Inasmuch as common carriers are liable as carriers and bailees, they are fully responsible for the consequences of their own negligence or want of skill and also for whatever else may happen (save the above exceptions and those applicable only to water carriers) to the property while it is in their possession. The rigid liability thus imposed may not arbitrarily or unilaterally be avoided by the carrier, but it may be limited for a consideration provided we give our prior approval under the released rates provision of section 20(11) of the act. Even so, the problems of carriers attempting to limit their liability arbitrarily and by other means seem to have continued almost unabated. The rules adopted by rail and motor carriers and freight forwarders. . . which prompted the filing of the petition in docket No 35198, and the other relevant carrier practices with which we are concerned in this proceeding, appear to represent the latest efforts by carriers in this time-honored endeavor. (Emphasis added).

The Carmack Amendment of 1906 clearly established that national policy would not permit carriers to exonerate themselves for their own negligence and that the traditional defenses to ocean cargo damage actions could not be expanded to the detriment of shippers or consignees of surface transportation. This statute restated a strong public policy which the Supreme Court has consistently applied to common carriers generally. Cf. Union Pacific R.R. Co. v. United States, 292 F.2d 521, 523 (Ct. Clms. 1961).

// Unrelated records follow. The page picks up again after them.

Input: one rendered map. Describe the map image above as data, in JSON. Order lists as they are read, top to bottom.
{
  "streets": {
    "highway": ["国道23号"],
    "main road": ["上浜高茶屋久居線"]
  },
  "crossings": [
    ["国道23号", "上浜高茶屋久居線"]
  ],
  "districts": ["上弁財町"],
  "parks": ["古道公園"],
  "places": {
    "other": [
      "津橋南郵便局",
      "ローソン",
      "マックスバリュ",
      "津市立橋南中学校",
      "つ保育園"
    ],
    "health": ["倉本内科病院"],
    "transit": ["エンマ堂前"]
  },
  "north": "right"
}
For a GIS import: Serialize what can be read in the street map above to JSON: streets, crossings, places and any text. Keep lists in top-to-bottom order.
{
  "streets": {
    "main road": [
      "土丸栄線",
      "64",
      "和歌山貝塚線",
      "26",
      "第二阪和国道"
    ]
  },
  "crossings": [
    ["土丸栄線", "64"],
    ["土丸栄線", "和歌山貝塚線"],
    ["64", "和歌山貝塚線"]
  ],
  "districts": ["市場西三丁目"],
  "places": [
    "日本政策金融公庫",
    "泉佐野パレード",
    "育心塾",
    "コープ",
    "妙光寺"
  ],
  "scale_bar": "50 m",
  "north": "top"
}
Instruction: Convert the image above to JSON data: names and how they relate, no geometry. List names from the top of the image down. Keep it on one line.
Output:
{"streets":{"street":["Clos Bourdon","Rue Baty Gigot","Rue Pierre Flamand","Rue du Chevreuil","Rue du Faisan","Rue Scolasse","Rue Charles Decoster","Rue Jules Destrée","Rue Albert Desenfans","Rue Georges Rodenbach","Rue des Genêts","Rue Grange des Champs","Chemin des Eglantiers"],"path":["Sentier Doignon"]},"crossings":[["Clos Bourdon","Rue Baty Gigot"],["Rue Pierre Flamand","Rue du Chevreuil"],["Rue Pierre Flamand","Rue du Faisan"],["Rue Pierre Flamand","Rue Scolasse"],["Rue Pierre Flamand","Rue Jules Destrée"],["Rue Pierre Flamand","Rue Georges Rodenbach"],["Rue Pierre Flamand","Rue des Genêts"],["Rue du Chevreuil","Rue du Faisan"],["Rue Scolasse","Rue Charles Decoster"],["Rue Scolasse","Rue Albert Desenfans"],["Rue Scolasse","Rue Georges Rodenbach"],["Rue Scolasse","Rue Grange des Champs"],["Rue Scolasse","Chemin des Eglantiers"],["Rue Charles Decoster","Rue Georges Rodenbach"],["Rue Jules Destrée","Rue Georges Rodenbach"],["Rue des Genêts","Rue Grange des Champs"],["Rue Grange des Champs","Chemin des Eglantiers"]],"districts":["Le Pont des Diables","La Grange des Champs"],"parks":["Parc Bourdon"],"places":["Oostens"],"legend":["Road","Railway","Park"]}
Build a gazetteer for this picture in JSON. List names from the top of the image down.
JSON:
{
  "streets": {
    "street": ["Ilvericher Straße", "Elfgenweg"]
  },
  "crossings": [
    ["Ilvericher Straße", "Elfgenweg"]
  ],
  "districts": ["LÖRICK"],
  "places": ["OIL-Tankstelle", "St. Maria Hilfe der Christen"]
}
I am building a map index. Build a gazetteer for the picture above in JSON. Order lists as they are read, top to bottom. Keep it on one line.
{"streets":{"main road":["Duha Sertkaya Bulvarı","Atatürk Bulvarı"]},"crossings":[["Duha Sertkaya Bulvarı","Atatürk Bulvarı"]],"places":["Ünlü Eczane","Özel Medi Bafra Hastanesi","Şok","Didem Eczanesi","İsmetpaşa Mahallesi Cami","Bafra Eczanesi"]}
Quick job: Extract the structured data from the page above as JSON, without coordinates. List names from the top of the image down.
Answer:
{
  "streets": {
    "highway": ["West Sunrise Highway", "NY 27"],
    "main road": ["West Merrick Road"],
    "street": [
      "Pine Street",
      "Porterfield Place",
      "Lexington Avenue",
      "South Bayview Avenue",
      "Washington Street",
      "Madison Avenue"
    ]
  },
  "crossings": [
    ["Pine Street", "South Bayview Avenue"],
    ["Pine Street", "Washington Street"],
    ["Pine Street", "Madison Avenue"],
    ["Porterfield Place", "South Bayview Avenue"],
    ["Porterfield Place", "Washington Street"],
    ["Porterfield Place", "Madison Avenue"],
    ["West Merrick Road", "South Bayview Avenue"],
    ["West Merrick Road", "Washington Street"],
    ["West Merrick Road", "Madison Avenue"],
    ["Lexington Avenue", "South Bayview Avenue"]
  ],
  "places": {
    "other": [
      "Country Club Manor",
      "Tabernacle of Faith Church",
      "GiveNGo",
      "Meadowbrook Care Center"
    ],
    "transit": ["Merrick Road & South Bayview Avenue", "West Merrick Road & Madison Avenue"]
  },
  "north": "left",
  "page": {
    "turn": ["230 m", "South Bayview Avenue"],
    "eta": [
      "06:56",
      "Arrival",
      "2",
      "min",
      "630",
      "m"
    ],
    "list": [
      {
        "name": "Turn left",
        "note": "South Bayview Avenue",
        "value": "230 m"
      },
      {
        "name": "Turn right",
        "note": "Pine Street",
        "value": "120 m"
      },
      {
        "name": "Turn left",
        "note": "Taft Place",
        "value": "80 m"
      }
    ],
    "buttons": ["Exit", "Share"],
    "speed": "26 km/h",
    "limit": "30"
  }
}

The Carmack Amendment was enacted to protect shippers and consumers against the natural tendency of rail carriers to attempt to limit and evade liability for loss and damage in transit. See, for instance, In Re the Cummins Amendment, 33 I.C.C. 682 (1915), wherein the Commission stated, at p. 683:

For many years, if not, indeed, from the origin of railroad transportation in this country, common carriers by railroad have sought, by provisions in shipping contract, bills of lading, tariff publications, etc., to limit their common-law liability, not only as insurers against loss or damage to property received by them for transportation, but also as tortfeasors for loss or damage caused by their negligence. One method was by a so-called release, executed by shipper and carrier, and intended to be effective whether the loss or damage was due to negligence of the carrier or to other causes. The courts in different jurisdictions have differed as to the validity of such limitations and they have been the subject of legislation in some of the states.

Public policy demanded that the law find offensive carrier contracts which relieve carriers from liability for loss or damage caused by their negligence. This concept was astutely explained by Justice Frankfurter in his dissenting opinion in United States v. Atlantic Mutual Ins. Co., 343 U.S. 236, 244 (1952) as follows:

The courts based this reservation upon the observation that such contracts were not in fact consensual agreements. The shipper had little choice but to accept the carriers' terms. See, e.g., Railroad Co. v. Lockwood, 17 Wall. 357, 379; Liverpool & Great Western Steam Co. v. Phoenix Ins. Co., 129 U.S. 397, 441. This circumstance did not necessarily void the agreement, since many stipulations were upheld. But it provided justification for refusing to enforce those which offended judicially pronounced public policy.

Orderly commerce among the 48 states dictated the preservation of a uniform bill of lading, and uniform liability terms among shippers and common carriers. For instance, in Adams Express Co. v. Croninger, 226 U.S. 491, 509-510 (1913), the U.S. Supreme Court held:

Some States allowed carriers to exempt themselves from all or part of the common law liability, by rule, regulation, or contract; others did not; the Federal courts sitting in the various States were following the local rule, a carrier being held liable in one court when under the same state of facts he would be exempt from liability in another; hence this branch of interstate commerce was being subjected to such a diversity of legislative and judicial holding that it was practically impossible for a shipper engaged in a business that extended beyond the confines of his own State, or for a carrier whose lines were extensive, to know without considerable investigation and trouble, and even then often-times with but little certainty, what would be the carrier's actual responsibility as to goods delivered to it for transportation from one State to another. The congressional action has made an end to this diversity; for the national law is paramount and supersedes all state laws as to the rights and liabilities and exemptions created by such transaction. This was doubtless the propose of the law; and this purpose will be effectuated, and not impaired or destroyed by the state court's obeying and enforcing the provisions of the Federal statute where applicable to the fact in such cases as shall come before them.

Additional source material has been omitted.